Part I: Winning over this "Tsunami" called Global Recession

Apply the balm where it hurts  the most ...In the first of part of the blog series here, we are trying to understand the global economic problem through the the view that matters most for organizations , the lens of "Free Cash Flow", a measure of liquidty and business performance that most organizations operate on. In the interest of keeping this discussion focused, we have limited the point of view around the "procurement and supply management" processes and response strategies , but is well applicable across all operations . As we may still be getting over the worst of this " Tsunami " , wish if all of us could share the experiences and the survival stories for the benefit of the larger supply management community .

We keep getting lashed by these heavy waves of destabilization at frequent randomness, from Katrina, to Avian flu, to global recession and while we were still struggling on these, as if not enough, now the Swine flu. The USP of all these are that we don’t know what, when and how this hit us, when we were least expecting. It takes a good toll of all of us. The good thing about this is that it wakes us all from the slumber and complacency to make us take note and innovate.

The current economic crunch is one such great "Tsunami "which has jolted all the greats and spared none.

Anyone who swims in the sea knows that to win over the "waves", one must accept, understand it and glide over than resist or stand against. Organizations are just a few of the tiny twigs floating in this vast ocean called global economy, which is now the victim here. One cannot aim to stand against it but to understand and work our way around.

To get our arms around this, let us start from where all these began on the Wall Street and how this has impacted. The Credit crisis is significantly testing organizations survival instincts across industries in all the global economies

Let us also appreciate that not all is grey about the recession for the supply management profession. Credit woes are giving buyers a chance to demonstrate the value of supply chain excellence

  • Commodity price indexes show this is a Buyer’s Market
  • With the oversupply of the raw materials, material prices are at their all time low. Oil and commodity prices have also dropped giving a chance for material cost optimizations
  • Distressed sale of material leading to spot buyers market conditions

We agree that liquidity is the primary trigger for all the malaise. Free Cash Flow is a well recognized measure for organizational health, liquidity and shareholder value. This is a widely accepted tool forward looking tool for CEO’s and Executives for business decisions and has clear linkage to valuing a company.

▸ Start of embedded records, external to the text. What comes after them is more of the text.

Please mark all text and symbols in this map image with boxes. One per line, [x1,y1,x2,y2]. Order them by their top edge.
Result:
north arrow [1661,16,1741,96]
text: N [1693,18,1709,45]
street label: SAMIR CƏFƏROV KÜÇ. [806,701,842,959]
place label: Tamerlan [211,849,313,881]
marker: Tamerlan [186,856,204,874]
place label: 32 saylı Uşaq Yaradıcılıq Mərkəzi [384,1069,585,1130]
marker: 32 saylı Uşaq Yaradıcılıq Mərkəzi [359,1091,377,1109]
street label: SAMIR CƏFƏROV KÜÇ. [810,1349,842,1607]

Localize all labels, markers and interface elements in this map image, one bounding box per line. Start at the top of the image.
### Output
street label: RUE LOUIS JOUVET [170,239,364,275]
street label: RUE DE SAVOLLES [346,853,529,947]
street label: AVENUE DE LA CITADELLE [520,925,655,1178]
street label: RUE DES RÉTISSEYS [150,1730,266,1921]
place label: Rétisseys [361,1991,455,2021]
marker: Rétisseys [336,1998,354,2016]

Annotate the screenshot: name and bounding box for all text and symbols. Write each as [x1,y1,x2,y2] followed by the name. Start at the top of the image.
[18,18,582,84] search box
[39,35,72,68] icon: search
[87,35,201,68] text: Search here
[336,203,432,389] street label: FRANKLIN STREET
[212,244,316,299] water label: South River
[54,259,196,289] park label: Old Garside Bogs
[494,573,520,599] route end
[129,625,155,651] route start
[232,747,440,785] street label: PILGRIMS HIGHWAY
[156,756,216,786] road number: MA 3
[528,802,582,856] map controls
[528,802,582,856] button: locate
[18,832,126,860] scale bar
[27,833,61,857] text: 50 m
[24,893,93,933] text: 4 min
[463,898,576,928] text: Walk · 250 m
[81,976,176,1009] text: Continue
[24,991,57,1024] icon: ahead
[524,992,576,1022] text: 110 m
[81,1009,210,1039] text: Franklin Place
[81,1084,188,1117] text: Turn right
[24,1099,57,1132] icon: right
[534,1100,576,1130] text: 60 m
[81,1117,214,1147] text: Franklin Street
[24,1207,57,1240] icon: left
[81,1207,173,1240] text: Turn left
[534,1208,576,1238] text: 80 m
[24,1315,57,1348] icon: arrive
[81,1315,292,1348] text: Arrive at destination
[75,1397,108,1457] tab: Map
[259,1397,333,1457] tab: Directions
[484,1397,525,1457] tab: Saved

Here is an attempt to analyze how the current liquidity crunch is impacting the value levers leading to the Free Cash Flow measurements

Figure II: Pressure Points on Value LeversResponse Strategy to "Unlocking this Liquidity Lock": Organization response strategies should be to relieve these stress points of economic recession (marked red arrows with the right acupressure techniques) while making the best of the advantage points (marked blue arrows). Suppose that should be an intelligent approach to tide over the situation and prepare for a better tomorrow that be what someone said – " a bull in the china shop " going all hog at cutting costs where ever possible . An appropriate response could be to identify, plan , implement and measure results of business strategies over this value trail all over this difficult phase till we see ourselves over the hurdle

The supply management teams can be the biggest influencers in this turnaround story with their given mandate on the majority of the organizational spend. Theoretically, a 5% reduction on cost of purchase (typically 55-65% of revenue in most manufacturing companies) can improve the bottom line by up to 30-35%).Who else is better positioned to lead the change.Probability and impact of operational disruptions due to supplier bankruptcies are at an all time high. Studies say at least 65% of the automotive supplier base are under heavy financial stress at this point. Supply Management is hence a major focus area for most organizations to survive and compete.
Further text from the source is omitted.